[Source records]
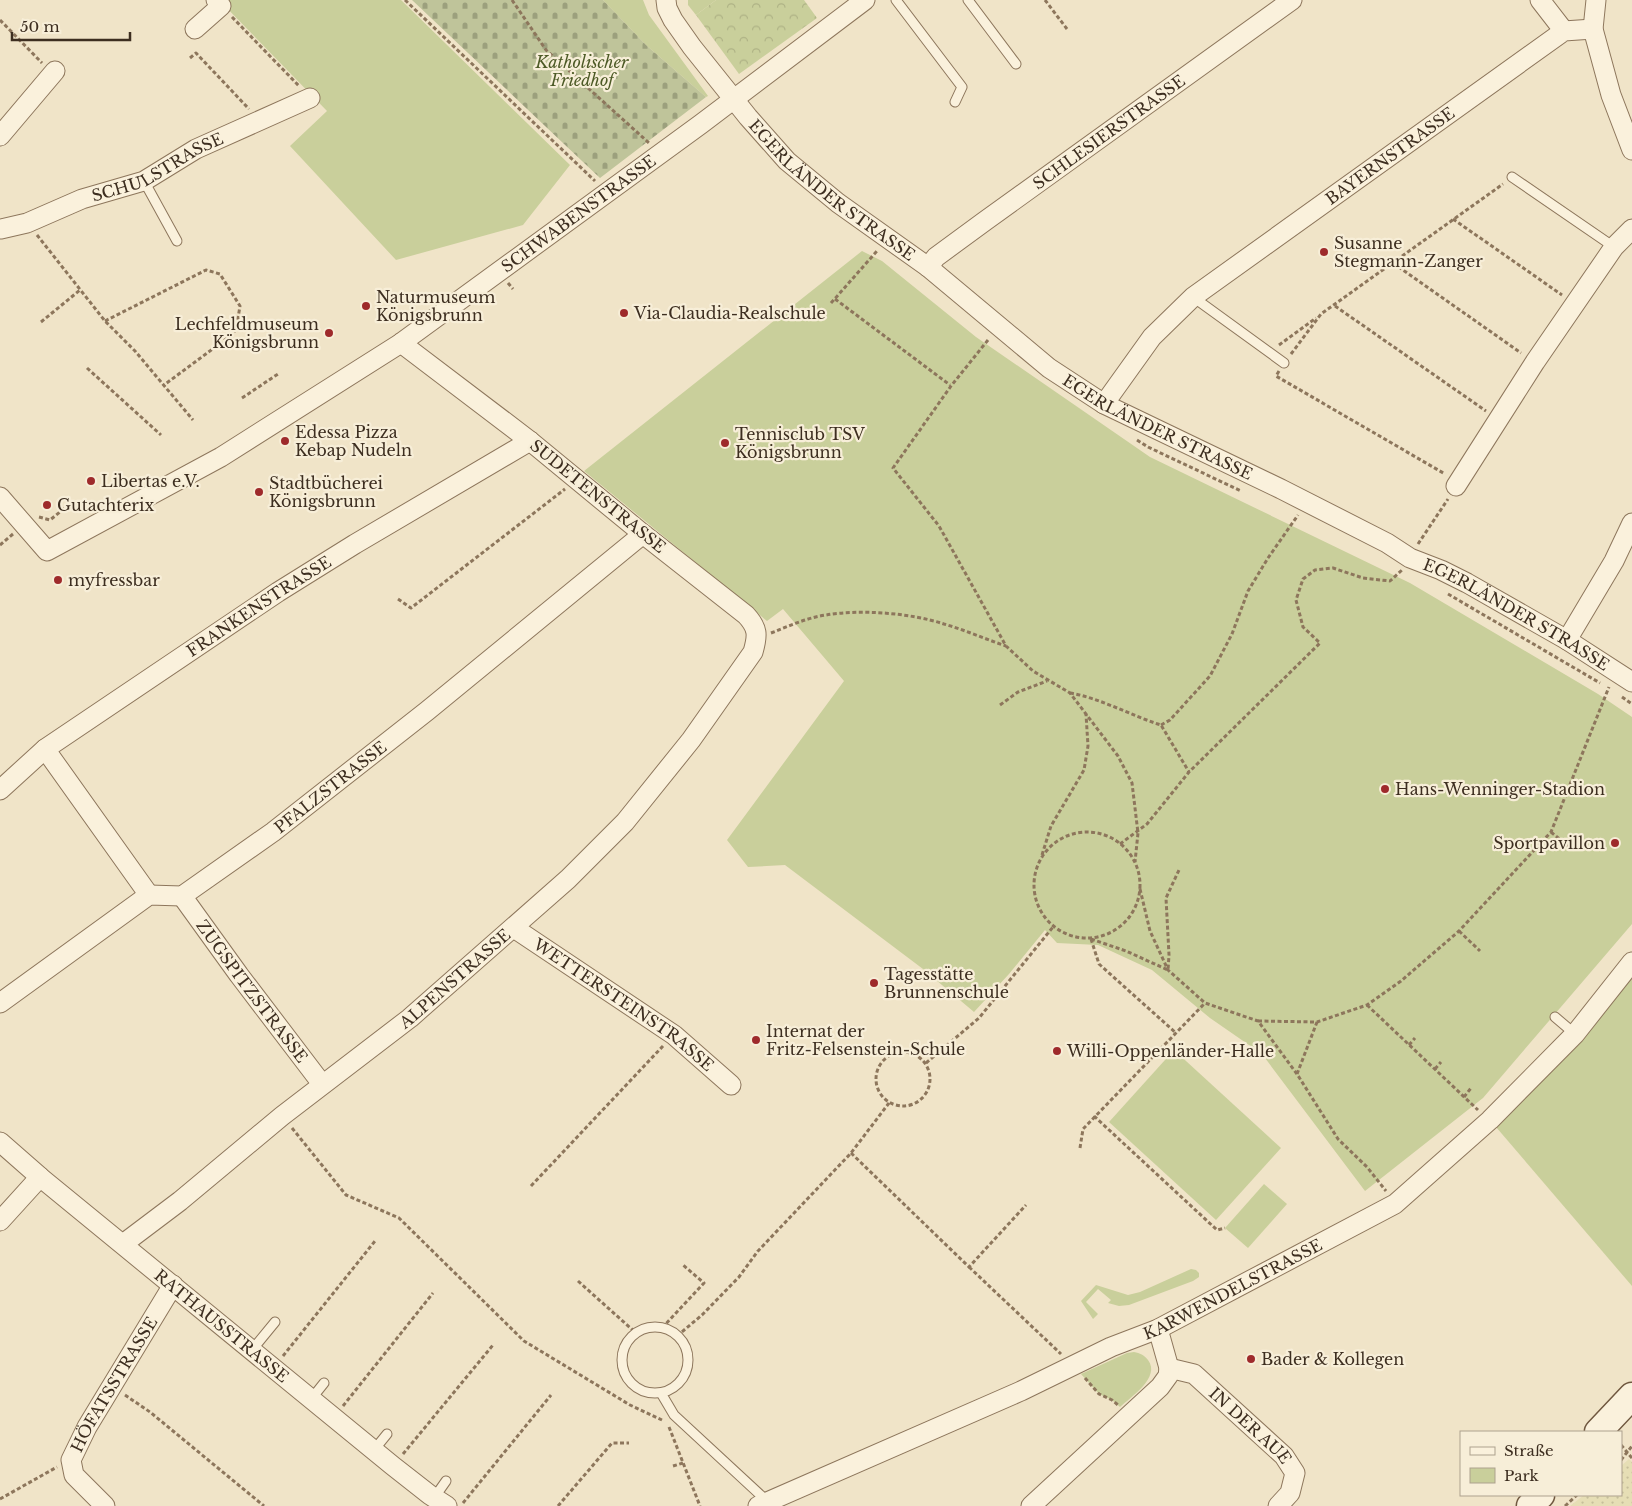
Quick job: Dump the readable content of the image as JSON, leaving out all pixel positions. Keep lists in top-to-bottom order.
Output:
{
  "streets": {
    "street": [
      "SCHLESIERSTRASSE",
      "BAYERNSTRASSE",
      "SCHULSTRASSE",
      "EGERLÄNDER STRASSE",
      "SCHWABENSTRASSE",
      "SUDETENSTRASSE",
      "FRANKENSTRASSE",
      "PFALZSTRASSE",
      "ALPENSTRASSE",
      "ZUGSPITZSTRASSE",
      "WETTERSTEINSTRASSE",
      "KARWENDELSTRASSE",
      "RATHAUSSTRASSE",
      "HÖFATSSTRASSE",
      "IN DER AUE"
    ]
  },
  "crossings": [
    ["SCHLESIERSTRASSE", "EGERLÄNDER STRASSE"],
    ["BAYERNSTRASSE", "EGERLÄNDER STRASSE"],
    ["EGERLÄNDER STRASSE", "SCHWABENSTRASSE"],
    ["SCHWABENSTRASSE", "SUDETENSTRASSE"],
    ["SUDETENSTRASSE", "FRANKENSTRASSE"],
    ["SUDETENSTRASSE", "PFALZSTRASSE"],
    ["SUDETENSTRASSE", "ALPENSTRASSE"],
    ["PFALZSTRASSE", "ZUGSPITZSTRASSE"],
    ["ALPENSTRASSE", "ZUGSPITZSTRASSE"],
    ["ALPENSTRASSE", "WETTERSTEINSTRASSE"],
    ["ALPENSTRASSE", "RATHAUSSTRASSE"],
    ["RATHAUSSTRASSE", "HÖFATSSTRASSE"]
  ],
  "parks": ["Katholischer Friedhof"],
  "places": [
    "Susanne Stegmann-Zanger",
    "Naturmuseum Königsbrunn",
    "Via-Claudia-Realschule",
    "Lechfeldmuseum Königsbrunn",
    "Edessa Pizza Kebap Nudeln",
    "Tennisclub TSV Königsbrunn",
    "Libertas e.V.",
    "Stadtbücherei Königsbrunn",
    "Gutachterix",
    "myfressbar",
    "Hans-Wenninger-Stadion",
    "Sportpavillon",
    "Tagesstätte Brunnenschule",
    "Internat der Fritz-Felsenstein-Schule",
    "Willi-Oppenländer-Halle",
    "Bader & Kollegen"
  ],
  "legend": ["Straße", "Park"],
  "scale_bar": "50 m"
}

▸ Work to be completed: After reading the records above, give the number of lines that include "Königsbrunn", and add nothing else.

▸ Completed exercise: 4